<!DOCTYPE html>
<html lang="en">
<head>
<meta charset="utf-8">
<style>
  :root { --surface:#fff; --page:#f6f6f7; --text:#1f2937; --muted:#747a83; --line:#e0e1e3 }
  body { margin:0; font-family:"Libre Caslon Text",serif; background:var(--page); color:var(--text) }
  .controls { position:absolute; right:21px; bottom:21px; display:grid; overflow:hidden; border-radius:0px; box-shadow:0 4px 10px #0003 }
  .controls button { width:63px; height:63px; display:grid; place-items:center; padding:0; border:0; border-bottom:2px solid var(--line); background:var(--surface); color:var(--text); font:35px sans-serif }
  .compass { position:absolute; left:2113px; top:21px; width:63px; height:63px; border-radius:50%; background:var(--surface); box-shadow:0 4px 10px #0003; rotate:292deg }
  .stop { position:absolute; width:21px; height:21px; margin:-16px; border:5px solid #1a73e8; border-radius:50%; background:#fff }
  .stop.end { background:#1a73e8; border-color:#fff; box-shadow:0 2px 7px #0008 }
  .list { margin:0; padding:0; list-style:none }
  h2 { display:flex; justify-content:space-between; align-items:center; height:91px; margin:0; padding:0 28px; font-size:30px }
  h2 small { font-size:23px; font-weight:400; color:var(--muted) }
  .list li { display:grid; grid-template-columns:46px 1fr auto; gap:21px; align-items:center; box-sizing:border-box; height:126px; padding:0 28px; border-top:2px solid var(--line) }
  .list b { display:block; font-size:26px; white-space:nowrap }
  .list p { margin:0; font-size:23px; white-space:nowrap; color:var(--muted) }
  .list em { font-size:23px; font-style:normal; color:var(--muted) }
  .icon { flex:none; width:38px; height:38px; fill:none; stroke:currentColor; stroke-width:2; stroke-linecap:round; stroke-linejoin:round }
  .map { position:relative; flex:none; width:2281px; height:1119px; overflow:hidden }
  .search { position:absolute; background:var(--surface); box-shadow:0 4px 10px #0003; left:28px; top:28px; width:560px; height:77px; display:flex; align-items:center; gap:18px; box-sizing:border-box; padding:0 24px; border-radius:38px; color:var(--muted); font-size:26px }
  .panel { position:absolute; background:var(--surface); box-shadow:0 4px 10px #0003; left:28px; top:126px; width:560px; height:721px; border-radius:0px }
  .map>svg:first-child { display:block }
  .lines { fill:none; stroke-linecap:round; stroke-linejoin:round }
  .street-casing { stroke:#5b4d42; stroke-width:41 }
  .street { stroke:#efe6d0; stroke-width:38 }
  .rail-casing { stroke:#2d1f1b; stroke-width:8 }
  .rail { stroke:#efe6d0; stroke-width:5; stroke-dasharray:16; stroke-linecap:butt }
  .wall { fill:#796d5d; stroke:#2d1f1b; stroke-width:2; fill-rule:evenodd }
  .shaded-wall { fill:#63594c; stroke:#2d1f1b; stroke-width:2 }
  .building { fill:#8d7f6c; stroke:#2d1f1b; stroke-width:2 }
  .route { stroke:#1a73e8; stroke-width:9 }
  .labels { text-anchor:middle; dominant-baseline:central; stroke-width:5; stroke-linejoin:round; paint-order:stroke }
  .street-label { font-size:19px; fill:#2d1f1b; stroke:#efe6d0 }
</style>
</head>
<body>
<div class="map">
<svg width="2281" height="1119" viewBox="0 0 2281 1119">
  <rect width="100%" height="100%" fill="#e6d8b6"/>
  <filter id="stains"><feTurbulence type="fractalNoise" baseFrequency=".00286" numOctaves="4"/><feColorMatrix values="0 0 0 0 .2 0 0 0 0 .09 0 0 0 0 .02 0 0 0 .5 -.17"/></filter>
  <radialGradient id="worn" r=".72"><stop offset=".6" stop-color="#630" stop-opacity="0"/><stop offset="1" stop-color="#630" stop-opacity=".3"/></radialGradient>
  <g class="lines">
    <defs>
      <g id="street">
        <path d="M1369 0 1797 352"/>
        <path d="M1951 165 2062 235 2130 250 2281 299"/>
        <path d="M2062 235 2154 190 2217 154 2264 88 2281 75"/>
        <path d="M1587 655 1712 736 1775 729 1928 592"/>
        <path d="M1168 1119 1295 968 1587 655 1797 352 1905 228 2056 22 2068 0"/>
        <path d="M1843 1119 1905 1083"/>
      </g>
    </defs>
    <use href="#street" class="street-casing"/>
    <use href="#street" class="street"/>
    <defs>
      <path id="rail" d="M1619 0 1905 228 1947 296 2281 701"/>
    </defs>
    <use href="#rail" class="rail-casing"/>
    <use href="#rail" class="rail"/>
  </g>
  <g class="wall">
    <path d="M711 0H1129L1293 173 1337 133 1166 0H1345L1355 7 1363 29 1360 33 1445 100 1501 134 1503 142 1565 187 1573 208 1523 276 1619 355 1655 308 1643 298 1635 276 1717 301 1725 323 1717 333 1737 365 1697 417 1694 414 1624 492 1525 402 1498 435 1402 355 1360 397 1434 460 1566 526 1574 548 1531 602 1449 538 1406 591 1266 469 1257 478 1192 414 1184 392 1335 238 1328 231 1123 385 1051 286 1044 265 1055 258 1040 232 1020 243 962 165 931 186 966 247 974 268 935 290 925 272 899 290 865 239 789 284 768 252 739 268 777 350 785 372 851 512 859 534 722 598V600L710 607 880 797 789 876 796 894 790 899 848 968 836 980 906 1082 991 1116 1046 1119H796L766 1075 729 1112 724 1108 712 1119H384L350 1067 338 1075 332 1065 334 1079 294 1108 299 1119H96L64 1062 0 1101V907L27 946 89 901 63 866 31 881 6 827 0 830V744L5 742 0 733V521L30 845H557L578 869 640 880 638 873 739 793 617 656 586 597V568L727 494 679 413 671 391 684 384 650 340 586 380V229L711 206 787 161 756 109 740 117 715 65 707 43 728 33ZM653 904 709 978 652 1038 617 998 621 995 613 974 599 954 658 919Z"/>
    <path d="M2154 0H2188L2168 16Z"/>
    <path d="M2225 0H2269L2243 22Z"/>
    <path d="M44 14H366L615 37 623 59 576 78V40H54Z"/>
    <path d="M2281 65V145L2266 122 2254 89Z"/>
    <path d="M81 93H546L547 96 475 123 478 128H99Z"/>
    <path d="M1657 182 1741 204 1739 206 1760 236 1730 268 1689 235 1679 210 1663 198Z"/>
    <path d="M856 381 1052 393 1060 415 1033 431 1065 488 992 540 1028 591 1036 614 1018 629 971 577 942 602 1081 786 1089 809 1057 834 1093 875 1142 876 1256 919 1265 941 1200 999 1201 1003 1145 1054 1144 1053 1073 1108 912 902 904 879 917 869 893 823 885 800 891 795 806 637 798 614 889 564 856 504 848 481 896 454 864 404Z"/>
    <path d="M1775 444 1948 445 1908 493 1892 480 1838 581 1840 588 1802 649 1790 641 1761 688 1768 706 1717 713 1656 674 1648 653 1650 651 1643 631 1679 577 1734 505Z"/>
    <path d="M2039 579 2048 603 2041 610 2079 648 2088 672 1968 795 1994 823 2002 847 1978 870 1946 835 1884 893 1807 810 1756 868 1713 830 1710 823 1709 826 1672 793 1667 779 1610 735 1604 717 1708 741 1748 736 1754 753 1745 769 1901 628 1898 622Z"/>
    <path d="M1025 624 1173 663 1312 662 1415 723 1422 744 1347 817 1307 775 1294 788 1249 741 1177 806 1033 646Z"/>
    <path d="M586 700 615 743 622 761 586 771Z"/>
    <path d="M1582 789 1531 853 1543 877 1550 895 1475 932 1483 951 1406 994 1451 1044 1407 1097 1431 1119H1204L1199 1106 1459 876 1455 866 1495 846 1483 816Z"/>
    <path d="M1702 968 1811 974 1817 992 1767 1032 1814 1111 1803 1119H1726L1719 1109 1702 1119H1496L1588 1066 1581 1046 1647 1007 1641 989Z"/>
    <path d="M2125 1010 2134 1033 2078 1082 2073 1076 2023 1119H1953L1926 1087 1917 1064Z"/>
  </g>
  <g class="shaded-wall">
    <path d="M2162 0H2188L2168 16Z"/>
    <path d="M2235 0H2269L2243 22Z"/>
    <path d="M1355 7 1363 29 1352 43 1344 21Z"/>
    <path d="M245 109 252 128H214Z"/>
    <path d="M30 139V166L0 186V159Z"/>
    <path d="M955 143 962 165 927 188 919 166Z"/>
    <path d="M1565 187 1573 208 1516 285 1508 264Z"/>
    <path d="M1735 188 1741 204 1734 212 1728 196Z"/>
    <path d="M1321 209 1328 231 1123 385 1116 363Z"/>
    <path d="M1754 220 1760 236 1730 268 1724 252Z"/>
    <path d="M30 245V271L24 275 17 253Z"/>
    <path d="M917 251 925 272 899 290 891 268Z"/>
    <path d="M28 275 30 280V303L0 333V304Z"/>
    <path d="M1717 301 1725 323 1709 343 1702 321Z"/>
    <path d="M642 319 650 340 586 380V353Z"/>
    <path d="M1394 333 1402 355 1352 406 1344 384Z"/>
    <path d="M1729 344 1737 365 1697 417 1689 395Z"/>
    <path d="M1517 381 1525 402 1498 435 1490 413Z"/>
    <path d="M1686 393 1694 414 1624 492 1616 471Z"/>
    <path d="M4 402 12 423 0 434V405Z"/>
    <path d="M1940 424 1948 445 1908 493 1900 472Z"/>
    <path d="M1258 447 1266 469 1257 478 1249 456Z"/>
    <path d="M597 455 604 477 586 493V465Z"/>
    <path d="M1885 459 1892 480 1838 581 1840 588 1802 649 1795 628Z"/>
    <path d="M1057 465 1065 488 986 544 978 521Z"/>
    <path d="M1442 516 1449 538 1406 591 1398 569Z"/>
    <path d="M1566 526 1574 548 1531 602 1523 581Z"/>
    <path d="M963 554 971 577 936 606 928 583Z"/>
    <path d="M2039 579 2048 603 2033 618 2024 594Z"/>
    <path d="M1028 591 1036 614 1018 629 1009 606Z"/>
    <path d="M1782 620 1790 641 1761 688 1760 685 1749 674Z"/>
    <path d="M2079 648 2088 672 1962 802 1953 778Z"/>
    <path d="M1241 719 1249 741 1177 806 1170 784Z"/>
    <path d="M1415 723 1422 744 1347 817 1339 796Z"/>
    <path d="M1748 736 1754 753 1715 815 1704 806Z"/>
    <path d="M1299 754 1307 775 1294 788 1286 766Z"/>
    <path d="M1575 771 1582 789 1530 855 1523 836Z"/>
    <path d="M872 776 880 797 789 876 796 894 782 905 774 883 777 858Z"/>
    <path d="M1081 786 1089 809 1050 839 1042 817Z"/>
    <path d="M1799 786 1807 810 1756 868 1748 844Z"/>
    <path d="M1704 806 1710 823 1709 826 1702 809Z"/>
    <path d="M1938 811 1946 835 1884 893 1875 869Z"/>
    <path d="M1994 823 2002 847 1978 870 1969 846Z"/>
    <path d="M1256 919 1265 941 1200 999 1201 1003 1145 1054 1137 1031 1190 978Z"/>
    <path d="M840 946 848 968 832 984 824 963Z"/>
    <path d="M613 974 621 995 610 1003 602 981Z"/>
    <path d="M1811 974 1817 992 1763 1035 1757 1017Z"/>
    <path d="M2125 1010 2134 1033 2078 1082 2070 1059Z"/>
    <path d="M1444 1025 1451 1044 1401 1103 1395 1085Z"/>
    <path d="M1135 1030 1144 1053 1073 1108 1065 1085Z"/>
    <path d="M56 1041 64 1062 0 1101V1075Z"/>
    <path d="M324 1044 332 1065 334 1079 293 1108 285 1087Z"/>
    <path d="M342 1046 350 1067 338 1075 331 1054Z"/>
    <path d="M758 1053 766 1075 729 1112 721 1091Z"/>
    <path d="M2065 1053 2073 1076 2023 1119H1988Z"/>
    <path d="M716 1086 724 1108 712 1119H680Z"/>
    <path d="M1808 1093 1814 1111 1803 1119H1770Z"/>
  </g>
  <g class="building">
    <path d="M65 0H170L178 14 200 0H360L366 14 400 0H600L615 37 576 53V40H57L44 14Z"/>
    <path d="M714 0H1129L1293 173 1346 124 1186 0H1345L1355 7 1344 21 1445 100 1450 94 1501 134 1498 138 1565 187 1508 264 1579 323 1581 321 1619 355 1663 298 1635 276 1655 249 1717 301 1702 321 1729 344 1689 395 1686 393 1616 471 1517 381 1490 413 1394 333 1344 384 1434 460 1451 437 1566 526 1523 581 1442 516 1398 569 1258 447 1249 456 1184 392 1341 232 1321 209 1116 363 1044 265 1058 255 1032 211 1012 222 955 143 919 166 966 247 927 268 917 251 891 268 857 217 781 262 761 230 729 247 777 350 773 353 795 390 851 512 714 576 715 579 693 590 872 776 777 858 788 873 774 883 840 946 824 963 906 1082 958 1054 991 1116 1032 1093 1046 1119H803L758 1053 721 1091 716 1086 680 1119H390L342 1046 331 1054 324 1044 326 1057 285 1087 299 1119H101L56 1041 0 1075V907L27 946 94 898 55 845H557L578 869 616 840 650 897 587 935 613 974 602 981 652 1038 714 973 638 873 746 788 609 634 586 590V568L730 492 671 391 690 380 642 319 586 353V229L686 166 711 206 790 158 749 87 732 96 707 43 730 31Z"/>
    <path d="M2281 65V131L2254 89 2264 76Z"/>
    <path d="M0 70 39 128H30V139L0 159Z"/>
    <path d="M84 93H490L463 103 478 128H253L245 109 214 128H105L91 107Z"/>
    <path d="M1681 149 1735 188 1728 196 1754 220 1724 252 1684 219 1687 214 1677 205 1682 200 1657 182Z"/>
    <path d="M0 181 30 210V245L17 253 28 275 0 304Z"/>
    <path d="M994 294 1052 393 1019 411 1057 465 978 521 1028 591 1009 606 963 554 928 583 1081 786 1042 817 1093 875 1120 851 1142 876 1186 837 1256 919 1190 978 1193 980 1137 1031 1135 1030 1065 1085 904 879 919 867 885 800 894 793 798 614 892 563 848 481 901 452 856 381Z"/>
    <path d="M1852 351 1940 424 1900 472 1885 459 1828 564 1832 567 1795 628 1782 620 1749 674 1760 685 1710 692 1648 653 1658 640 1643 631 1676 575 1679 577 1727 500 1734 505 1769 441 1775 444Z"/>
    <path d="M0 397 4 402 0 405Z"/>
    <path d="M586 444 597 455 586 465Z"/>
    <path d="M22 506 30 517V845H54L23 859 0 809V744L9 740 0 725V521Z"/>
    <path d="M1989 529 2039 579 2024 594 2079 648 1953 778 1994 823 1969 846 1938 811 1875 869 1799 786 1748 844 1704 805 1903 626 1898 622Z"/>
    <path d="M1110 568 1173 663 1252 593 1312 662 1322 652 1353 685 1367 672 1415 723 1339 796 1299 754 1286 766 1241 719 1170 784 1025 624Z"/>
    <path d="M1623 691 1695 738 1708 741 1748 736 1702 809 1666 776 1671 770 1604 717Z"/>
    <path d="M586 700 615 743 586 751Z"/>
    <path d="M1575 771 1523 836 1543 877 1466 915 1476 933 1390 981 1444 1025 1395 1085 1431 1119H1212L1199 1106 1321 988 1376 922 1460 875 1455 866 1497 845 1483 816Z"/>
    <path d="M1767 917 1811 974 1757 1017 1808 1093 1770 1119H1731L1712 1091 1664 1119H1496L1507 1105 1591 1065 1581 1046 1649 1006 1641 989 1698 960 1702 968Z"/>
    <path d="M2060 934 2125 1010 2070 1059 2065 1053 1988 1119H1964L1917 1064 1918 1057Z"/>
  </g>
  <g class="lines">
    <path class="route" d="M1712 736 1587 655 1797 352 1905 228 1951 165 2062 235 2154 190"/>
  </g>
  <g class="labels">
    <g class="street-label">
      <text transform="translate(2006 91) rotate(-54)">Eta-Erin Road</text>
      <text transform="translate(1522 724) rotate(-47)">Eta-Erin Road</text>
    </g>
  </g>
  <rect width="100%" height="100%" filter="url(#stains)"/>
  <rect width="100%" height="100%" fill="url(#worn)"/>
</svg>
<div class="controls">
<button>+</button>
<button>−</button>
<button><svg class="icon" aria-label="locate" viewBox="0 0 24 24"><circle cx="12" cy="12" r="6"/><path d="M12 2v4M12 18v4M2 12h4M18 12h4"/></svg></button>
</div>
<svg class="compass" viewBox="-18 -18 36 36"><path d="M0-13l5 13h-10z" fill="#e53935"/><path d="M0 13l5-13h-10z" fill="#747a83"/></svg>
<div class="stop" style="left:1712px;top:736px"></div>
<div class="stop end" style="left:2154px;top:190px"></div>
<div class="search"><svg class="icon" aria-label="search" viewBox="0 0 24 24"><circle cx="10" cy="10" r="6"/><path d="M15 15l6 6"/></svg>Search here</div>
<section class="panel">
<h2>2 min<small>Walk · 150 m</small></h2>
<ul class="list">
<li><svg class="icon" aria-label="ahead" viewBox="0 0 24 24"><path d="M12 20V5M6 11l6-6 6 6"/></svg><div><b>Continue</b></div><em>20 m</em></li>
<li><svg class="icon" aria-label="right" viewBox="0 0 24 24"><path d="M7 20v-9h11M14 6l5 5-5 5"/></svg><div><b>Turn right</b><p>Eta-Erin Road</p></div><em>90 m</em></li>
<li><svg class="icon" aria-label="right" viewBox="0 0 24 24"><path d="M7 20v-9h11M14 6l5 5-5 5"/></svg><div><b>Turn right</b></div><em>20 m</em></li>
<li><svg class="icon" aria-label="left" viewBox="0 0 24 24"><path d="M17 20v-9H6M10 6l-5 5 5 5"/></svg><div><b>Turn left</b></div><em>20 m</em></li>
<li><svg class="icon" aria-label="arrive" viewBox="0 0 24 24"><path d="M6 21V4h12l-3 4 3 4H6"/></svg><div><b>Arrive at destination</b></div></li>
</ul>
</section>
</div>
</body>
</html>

ACTION ITEM: Copy all lines from the material that hold "block".

EXPECTED ANSWER:
  .list b { display:block; font-size:26px; white-space:nowrap }
  .map>svg:first-child { display:block }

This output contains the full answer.